→ **Supplied information**:
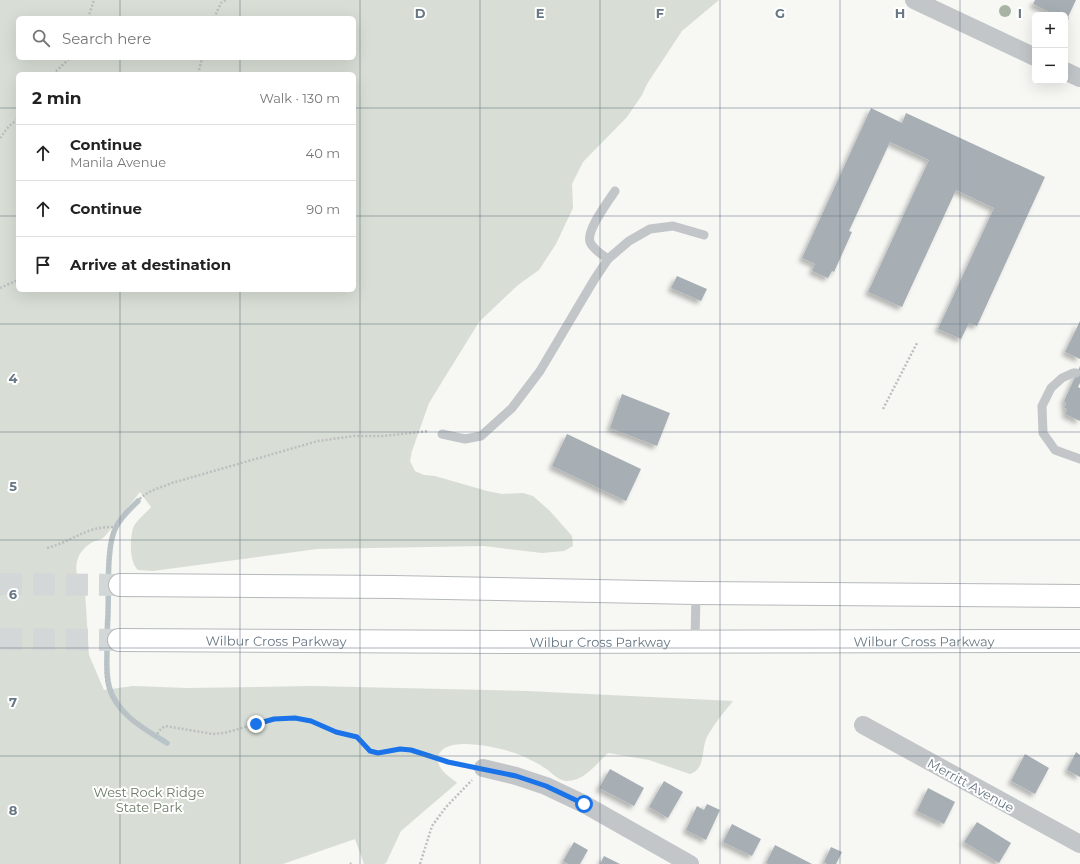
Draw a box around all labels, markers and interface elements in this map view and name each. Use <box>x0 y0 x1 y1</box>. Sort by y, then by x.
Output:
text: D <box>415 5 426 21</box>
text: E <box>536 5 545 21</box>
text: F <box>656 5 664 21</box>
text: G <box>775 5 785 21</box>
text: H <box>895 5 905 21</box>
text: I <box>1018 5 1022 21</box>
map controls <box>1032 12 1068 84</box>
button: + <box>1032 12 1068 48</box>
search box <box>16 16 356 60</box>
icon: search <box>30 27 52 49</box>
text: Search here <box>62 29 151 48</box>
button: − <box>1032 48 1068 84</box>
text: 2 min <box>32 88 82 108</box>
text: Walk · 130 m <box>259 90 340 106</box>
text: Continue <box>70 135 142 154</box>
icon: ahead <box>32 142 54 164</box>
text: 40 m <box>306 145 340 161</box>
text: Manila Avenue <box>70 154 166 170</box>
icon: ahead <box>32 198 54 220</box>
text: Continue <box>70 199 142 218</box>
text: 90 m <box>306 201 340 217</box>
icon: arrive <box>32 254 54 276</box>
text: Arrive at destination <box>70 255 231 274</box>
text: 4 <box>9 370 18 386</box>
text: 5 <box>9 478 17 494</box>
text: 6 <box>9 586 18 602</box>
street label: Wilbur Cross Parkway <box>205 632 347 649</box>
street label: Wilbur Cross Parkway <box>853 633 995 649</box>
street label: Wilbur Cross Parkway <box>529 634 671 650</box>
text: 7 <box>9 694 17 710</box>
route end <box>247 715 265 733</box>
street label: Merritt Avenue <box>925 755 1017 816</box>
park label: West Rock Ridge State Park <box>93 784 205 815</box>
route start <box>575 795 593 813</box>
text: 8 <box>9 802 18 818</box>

→ **What the task requires**:
Without the pictures, return the records above exactly as written.

→ **Output of the exercise**:
Draw a box around all labels, markers and interface elements in this map view and name each. Use <box>x0 y0 x1 y1</box>. Sort by y, then by x.
Output:
text: D <box>415 5 426 21</box>
text: E <box>536 5 545 21</box>
text: F <box>656 5 664 21</box>
text: G <box>775 5 785 21</box>
text: H <box>895 5 905 21</box>
text: I <box>1018 5 1022 21</box>
map controls <box>1032 12 1068 84</box>
button: + <box>1032 12 1068 48</box>
search box <box>16 16 356 60</box>
icon: search <box>30 27 52 49</box>
text: Search here <box>62 29 151 48</box>
button: − <box>1032 48 1068 84</box>
text: 2 min <box>32 88 82 108</box>
text: Walk · 130 m <box>259 90 340 106</box>
text: Continue <box>70 135 142 154</box>
icon: ahead <box>32 142 54 164</box>
text: 40 m <box>306 145 340 161</box>
text: Manila Avenue <box>70 154 166 170</box>
icon: ahead <box>32 198 54 220</box>
text: Continue <box>70 199 142 218</box>
text: 90 m <box>306 201 340 217</box>
icon: arrive <box>32 254 54 276</box>
text: Arrive at destination <box>70 255 231 274</box>
text: 4 <box>9 370 18 386</box>
text: 5 <box>9 478 17 494</box>
text: 6 <box>9 586 18 602</box>
street label: Wilbur Cross Parkway <box>205 632 347 649</box>
street label: Wilbur Cross Parkway <box>853 633 995 649</box>
street label: Wilbur Cross Parkway <box>529 634 671 650</box>
text: 7 <box>9 694 17 710</box>
route end <box>247 715 265 733</box>
street label: Merritt Avenue <box>925 755 1017 816</box>
park label: West Rock Ridge State Park <box>93 784 205 815</box>
route start <box>575 795 593 813</box>
text: 8 <box>9 802 18 818</box>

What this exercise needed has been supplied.